→ Your task
Work out how many lines of the records contain "bounding". Answer with the number and nothing else.

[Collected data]
***
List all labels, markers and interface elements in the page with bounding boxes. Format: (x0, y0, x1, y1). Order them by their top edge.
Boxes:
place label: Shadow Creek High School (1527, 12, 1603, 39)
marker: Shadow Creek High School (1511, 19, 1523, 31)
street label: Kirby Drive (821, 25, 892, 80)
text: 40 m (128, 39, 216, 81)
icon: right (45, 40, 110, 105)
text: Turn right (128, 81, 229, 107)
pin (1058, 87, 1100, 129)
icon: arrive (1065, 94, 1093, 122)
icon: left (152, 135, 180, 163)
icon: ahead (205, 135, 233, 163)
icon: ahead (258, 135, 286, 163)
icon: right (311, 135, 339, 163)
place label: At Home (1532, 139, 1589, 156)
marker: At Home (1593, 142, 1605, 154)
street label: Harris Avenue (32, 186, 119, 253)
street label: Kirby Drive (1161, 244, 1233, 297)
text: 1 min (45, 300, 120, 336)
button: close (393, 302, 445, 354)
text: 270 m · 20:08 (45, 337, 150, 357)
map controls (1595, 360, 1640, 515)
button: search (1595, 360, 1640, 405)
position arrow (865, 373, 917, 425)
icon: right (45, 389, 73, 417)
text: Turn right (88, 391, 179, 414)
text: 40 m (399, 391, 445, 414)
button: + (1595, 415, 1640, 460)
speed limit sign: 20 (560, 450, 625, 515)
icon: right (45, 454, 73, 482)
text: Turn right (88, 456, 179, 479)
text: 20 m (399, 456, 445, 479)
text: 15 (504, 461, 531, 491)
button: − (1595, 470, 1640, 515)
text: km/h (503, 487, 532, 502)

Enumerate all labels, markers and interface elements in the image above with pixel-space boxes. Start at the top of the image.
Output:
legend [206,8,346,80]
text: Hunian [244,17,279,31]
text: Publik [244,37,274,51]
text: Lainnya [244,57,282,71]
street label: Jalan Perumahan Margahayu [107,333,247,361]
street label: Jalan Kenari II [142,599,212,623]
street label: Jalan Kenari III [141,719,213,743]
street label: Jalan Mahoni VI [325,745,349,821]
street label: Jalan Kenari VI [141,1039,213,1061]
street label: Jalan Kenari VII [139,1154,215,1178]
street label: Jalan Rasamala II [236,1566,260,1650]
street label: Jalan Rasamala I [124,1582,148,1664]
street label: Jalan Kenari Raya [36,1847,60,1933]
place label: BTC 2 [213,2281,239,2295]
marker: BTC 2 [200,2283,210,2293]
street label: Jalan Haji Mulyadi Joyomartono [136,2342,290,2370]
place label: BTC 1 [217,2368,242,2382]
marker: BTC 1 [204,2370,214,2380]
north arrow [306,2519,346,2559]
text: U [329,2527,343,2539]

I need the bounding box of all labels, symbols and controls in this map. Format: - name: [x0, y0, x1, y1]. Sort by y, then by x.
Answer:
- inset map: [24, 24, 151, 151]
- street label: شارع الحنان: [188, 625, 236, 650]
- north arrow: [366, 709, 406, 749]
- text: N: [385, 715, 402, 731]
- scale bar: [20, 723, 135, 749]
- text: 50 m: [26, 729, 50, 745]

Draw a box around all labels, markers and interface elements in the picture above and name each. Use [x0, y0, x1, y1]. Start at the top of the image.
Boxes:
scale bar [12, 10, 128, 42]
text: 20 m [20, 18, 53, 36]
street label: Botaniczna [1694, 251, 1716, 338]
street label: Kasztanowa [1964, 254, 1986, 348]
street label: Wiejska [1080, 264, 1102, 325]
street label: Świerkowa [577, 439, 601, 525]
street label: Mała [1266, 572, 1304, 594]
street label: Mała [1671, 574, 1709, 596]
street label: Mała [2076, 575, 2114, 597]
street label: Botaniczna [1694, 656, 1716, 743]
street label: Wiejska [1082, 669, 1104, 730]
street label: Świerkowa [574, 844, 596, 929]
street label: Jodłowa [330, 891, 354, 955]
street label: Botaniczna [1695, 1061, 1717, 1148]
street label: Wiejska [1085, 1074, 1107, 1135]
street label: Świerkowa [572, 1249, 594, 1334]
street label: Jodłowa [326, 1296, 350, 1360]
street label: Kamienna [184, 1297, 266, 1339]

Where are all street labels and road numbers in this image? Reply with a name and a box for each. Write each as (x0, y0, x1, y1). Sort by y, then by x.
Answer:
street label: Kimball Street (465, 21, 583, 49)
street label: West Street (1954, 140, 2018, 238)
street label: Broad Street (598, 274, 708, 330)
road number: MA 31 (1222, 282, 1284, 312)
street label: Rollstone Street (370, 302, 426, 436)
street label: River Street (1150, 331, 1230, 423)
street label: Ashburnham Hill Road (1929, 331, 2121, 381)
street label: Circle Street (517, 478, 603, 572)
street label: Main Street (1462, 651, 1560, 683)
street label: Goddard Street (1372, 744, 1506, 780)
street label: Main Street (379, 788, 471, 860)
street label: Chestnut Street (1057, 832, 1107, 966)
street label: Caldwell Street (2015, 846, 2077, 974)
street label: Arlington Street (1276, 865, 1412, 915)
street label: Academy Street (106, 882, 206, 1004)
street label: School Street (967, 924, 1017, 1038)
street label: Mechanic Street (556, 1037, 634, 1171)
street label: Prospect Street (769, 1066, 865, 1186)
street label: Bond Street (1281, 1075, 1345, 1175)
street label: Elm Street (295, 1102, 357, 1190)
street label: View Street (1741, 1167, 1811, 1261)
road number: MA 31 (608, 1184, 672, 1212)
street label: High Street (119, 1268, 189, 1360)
***
→ Exercise answer
2